_Aim of the task_. Each line that contains the word "body" counts once; give the total for the records below and nothing else.

Dataset excerpts
+---+

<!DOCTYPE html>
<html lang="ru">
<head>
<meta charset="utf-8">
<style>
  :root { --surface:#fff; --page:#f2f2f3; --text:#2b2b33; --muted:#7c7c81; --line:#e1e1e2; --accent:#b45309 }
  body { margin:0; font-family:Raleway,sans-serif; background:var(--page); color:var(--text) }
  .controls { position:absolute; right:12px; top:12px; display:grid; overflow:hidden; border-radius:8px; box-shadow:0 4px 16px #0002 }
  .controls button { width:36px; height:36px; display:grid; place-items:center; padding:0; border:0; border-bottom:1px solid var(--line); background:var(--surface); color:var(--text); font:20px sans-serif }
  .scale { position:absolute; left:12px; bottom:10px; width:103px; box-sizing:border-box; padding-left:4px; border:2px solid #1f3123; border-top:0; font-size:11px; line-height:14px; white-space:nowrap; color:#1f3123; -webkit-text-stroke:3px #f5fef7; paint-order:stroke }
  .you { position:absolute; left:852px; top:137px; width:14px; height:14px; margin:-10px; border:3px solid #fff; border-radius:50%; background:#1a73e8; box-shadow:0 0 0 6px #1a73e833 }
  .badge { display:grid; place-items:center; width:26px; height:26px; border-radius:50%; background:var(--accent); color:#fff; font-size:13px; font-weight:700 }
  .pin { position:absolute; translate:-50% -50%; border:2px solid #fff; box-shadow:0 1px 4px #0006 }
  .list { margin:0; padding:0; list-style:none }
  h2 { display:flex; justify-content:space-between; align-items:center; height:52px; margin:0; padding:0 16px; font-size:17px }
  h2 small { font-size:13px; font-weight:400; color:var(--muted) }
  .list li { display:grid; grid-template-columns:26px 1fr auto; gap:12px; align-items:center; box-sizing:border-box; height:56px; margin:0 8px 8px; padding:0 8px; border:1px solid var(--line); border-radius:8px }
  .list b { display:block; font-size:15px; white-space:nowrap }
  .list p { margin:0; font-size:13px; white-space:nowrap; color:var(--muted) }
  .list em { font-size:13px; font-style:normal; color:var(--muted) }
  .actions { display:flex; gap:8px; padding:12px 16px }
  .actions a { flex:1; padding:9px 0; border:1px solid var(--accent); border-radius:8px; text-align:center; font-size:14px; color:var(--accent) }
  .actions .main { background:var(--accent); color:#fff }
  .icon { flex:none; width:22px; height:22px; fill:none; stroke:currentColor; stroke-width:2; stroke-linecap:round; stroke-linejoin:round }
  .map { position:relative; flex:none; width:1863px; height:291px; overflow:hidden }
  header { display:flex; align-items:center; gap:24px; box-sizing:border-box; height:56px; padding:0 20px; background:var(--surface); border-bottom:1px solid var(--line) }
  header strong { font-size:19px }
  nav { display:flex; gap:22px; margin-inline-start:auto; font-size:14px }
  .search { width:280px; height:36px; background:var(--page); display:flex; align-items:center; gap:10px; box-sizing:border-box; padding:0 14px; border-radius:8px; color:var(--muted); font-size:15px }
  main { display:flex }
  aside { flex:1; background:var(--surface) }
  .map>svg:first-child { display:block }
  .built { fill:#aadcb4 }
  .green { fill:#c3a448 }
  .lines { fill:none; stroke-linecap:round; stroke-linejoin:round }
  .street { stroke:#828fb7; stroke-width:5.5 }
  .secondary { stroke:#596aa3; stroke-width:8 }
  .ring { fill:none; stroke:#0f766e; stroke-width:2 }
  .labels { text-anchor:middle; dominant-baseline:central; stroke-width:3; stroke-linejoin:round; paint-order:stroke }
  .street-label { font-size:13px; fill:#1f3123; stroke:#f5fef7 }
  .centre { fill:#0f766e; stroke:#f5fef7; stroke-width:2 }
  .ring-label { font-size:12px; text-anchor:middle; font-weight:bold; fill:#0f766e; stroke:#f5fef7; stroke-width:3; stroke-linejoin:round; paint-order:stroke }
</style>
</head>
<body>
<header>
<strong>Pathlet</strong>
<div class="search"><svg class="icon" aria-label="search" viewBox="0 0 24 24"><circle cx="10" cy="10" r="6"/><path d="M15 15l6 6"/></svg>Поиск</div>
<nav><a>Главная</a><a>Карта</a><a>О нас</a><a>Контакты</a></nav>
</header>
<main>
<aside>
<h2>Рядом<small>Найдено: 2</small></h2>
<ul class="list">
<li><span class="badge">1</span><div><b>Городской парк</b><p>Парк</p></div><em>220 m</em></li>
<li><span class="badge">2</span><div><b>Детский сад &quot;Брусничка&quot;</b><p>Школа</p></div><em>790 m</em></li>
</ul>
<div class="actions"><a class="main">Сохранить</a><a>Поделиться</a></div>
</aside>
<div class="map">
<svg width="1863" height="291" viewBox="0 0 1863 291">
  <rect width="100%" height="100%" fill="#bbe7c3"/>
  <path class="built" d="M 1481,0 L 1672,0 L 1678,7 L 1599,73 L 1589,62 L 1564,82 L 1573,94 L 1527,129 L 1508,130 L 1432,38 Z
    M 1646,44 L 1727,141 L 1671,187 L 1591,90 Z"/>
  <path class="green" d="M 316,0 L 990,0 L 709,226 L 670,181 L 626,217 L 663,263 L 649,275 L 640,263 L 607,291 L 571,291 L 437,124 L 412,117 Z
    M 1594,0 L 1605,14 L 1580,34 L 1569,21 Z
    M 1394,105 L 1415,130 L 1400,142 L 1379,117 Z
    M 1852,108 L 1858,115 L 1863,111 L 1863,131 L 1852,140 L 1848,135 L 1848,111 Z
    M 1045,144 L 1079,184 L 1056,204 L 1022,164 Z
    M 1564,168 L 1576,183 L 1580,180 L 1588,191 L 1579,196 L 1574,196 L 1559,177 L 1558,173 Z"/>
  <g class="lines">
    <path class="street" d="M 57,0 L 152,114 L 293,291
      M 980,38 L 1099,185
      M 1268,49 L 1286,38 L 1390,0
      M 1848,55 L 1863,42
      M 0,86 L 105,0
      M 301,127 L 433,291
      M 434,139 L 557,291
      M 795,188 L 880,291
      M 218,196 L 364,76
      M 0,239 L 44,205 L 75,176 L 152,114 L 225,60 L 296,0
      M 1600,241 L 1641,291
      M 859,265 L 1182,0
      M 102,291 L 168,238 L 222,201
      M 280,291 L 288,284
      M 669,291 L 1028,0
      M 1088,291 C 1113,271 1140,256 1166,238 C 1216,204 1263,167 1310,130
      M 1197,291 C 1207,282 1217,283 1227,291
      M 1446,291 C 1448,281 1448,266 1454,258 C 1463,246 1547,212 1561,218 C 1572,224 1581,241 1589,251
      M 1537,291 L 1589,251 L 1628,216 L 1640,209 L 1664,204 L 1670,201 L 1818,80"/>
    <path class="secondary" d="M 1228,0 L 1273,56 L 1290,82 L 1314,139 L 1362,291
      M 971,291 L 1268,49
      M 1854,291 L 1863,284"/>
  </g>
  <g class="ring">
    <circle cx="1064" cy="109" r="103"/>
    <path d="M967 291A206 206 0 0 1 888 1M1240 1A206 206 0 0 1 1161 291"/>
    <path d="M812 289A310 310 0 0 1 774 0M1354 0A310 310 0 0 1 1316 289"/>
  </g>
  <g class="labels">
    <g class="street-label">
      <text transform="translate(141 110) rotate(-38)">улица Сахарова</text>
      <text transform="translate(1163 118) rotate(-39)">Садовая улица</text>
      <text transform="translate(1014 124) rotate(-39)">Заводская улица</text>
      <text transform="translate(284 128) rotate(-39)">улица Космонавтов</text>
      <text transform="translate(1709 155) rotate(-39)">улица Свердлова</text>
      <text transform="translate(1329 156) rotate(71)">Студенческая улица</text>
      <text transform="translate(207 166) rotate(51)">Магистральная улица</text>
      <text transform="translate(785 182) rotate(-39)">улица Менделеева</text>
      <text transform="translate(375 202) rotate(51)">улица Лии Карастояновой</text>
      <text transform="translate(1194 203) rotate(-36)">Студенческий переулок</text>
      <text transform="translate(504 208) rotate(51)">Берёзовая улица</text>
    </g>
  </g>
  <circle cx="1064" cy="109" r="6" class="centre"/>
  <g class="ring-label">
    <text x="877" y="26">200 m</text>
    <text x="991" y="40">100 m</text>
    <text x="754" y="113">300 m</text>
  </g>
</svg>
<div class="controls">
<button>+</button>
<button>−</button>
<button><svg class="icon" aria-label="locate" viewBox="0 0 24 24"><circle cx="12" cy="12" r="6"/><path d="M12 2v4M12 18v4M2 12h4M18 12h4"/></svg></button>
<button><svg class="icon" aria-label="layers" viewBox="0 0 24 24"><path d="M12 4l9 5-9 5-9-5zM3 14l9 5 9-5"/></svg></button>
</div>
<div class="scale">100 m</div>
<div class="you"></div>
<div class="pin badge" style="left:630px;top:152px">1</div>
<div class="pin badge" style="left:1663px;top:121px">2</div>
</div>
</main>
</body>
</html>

+---+

_Output_. 3